%%

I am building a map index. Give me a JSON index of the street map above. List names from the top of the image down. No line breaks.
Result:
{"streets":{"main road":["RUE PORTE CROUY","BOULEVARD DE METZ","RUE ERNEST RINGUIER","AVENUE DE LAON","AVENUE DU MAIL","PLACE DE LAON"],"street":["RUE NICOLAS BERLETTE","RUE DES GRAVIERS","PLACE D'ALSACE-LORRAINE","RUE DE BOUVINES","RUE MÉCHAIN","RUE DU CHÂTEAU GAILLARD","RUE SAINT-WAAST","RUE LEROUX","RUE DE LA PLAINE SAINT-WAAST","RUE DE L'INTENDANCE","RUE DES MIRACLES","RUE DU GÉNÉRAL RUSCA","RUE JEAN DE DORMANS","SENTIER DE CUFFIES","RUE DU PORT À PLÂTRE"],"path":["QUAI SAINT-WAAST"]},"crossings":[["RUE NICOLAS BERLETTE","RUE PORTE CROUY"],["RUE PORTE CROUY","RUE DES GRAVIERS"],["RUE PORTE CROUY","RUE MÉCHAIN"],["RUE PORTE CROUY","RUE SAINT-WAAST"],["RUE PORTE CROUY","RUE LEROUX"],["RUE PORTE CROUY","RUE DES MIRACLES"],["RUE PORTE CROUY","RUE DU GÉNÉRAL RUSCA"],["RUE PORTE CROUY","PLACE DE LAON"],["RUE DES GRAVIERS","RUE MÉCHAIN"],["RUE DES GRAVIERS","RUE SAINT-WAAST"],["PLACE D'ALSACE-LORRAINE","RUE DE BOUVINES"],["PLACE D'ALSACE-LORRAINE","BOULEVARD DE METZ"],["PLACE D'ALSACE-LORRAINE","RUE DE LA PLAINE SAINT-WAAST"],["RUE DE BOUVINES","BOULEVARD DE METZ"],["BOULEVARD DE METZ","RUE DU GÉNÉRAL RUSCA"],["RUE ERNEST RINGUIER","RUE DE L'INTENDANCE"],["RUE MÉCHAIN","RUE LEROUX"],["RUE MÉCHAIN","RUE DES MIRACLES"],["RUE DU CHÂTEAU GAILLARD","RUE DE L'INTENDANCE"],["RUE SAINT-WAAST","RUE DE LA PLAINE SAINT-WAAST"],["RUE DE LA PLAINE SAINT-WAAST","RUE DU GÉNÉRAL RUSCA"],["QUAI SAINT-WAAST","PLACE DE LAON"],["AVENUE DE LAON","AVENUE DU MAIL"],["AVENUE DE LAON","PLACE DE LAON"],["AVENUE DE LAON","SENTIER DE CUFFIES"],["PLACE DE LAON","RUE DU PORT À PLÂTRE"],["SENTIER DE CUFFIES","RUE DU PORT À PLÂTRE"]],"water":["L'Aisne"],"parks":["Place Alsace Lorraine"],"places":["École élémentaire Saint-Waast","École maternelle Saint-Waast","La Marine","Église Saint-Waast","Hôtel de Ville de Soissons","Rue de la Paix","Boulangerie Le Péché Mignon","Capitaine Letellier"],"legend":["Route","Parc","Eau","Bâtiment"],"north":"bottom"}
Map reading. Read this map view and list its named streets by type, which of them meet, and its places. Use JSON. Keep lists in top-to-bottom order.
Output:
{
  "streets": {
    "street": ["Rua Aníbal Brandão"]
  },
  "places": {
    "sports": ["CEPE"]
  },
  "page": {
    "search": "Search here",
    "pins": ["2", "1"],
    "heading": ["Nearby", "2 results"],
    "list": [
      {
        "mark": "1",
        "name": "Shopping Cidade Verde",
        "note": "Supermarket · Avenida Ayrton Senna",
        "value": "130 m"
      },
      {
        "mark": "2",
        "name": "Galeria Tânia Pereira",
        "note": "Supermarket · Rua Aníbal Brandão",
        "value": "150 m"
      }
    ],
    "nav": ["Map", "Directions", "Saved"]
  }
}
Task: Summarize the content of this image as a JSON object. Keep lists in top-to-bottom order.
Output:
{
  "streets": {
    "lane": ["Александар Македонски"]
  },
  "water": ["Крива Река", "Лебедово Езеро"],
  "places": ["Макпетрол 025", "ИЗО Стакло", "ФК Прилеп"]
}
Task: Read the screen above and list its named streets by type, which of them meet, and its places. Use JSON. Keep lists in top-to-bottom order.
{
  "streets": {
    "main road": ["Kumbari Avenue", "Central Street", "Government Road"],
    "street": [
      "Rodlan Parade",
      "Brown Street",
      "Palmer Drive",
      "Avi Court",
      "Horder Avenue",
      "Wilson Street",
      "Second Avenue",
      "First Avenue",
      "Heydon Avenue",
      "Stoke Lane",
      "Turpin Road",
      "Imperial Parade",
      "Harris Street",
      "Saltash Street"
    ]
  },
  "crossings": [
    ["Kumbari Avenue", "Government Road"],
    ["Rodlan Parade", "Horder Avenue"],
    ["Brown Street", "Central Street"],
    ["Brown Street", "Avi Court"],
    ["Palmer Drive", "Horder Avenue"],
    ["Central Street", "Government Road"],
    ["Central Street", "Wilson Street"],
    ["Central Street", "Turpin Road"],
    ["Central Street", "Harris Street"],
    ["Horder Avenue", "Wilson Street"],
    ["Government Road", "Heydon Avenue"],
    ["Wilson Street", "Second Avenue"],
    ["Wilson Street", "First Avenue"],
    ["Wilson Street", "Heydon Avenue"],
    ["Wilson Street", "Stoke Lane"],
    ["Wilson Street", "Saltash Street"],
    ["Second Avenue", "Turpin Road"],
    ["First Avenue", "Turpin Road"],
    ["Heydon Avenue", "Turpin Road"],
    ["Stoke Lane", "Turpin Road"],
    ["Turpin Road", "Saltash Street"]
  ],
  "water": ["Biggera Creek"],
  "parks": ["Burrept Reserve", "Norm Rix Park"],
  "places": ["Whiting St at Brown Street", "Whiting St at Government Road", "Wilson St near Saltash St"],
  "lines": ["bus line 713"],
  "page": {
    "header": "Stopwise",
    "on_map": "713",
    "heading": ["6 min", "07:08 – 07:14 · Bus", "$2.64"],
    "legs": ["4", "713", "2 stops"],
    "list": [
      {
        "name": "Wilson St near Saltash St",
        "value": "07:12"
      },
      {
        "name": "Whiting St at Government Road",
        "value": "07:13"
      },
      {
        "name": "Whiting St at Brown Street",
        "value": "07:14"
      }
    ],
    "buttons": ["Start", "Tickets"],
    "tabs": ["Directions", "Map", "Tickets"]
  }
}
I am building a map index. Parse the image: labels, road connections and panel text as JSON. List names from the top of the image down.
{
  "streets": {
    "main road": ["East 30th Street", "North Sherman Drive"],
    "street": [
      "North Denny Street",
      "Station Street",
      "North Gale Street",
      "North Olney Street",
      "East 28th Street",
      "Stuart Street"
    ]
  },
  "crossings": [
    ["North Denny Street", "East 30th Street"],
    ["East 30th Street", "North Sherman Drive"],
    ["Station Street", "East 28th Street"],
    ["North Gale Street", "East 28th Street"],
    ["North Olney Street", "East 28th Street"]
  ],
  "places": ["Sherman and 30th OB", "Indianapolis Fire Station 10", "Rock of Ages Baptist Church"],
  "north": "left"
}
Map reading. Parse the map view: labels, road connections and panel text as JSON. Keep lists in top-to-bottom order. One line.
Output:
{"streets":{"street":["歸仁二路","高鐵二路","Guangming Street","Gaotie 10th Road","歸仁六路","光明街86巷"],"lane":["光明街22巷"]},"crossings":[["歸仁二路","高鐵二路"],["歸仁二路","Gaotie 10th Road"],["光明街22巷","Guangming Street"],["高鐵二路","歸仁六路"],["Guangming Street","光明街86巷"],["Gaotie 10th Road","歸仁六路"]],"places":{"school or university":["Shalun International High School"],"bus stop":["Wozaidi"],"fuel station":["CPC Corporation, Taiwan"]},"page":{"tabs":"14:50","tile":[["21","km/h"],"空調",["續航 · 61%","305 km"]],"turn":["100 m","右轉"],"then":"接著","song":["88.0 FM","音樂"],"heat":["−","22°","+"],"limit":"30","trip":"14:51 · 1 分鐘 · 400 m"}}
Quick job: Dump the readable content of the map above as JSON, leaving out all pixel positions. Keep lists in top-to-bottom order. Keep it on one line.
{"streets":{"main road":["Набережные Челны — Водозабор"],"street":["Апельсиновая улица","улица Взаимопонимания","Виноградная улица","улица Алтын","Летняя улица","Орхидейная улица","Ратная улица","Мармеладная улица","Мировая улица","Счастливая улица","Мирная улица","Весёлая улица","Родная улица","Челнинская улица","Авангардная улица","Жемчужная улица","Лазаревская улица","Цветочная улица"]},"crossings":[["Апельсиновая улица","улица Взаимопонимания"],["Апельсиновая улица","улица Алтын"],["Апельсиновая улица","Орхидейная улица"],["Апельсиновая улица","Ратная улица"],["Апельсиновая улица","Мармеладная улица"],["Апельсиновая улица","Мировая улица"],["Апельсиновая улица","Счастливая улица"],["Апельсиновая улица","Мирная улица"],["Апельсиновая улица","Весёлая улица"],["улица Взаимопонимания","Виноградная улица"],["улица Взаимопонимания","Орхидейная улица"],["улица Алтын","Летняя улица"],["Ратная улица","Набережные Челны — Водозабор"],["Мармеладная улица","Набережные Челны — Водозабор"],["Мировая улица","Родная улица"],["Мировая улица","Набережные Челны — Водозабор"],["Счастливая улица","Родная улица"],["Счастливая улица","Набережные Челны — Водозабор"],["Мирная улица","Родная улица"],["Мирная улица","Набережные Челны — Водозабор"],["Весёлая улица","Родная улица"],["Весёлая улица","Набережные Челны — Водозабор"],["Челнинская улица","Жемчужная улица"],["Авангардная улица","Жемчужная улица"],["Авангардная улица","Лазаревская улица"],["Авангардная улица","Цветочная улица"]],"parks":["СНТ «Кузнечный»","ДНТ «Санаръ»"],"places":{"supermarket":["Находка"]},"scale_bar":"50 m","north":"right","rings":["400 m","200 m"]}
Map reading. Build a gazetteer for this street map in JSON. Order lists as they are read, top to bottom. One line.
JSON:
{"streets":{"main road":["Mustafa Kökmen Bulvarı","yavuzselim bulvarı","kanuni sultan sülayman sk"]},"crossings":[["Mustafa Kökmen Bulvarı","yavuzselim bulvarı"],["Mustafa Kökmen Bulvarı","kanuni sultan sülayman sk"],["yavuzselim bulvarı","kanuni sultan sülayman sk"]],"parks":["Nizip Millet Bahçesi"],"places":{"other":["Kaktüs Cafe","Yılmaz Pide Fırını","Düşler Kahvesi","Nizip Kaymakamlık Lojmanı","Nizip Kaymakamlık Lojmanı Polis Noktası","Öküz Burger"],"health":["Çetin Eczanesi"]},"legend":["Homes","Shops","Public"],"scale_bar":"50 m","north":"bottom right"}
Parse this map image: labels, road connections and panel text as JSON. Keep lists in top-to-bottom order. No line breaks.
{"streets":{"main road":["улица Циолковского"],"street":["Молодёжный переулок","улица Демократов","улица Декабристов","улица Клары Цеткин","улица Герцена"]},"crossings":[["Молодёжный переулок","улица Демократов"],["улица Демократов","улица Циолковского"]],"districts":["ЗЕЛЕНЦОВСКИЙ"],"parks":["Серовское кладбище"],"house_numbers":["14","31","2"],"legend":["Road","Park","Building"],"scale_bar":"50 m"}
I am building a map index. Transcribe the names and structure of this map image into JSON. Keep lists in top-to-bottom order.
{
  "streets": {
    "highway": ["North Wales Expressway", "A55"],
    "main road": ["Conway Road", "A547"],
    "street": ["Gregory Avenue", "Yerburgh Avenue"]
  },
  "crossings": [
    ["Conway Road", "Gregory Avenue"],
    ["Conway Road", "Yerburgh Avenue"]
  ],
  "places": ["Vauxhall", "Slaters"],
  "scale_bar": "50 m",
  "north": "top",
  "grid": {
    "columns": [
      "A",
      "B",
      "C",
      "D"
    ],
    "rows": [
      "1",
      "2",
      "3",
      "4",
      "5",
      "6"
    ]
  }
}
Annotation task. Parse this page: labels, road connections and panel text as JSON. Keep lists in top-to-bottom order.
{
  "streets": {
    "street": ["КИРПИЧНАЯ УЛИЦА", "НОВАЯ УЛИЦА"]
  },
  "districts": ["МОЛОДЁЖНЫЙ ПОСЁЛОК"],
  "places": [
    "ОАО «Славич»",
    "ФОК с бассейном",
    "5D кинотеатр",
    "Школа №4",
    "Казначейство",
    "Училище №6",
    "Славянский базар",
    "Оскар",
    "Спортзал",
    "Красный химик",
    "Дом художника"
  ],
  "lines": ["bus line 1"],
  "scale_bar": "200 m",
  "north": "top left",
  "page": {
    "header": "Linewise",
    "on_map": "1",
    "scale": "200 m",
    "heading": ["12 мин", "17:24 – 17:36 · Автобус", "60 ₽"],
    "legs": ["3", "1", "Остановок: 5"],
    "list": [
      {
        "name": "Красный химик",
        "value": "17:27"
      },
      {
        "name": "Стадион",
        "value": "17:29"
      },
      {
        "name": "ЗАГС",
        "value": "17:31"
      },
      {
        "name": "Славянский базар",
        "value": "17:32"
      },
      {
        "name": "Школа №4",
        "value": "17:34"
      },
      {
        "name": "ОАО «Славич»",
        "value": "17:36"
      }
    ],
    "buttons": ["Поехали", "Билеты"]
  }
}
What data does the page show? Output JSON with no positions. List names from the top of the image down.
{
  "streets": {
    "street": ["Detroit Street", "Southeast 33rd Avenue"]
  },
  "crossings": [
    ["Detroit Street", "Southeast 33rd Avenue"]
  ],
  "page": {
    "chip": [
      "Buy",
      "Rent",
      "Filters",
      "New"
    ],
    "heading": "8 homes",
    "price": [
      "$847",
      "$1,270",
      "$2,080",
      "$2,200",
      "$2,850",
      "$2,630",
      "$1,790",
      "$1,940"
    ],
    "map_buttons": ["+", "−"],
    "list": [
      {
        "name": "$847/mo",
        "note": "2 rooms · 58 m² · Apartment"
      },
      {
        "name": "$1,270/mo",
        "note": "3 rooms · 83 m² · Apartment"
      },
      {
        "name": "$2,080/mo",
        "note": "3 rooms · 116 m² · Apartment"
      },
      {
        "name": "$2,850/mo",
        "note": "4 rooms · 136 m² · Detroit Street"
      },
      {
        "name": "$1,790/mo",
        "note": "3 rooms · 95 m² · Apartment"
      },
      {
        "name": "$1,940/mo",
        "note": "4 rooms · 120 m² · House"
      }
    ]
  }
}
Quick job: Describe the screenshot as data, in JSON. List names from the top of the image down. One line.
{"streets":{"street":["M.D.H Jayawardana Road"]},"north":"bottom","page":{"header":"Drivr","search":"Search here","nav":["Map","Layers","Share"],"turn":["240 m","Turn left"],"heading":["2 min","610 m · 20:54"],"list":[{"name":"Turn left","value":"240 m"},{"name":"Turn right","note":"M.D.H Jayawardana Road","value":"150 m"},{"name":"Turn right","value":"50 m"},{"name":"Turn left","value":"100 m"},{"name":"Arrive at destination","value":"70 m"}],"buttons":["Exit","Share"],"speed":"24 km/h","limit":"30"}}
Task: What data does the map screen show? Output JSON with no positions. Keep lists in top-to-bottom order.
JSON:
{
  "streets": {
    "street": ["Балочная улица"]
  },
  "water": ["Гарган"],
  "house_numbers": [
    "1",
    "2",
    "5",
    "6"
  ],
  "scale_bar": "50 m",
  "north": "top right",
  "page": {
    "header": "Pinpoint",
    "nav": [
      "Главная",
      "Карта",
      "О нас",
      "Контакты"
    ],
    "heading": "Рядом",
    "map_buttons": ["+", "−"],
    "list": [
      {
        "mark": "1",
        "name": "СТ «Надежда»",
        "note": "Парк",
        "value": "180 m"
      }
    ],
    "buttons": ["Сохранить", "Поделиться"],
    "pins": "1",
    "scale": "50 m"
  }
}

%%

Exercise brief> The expected answer is one number: how many lines of the material contain the word "Second".

Result of this exercise> 3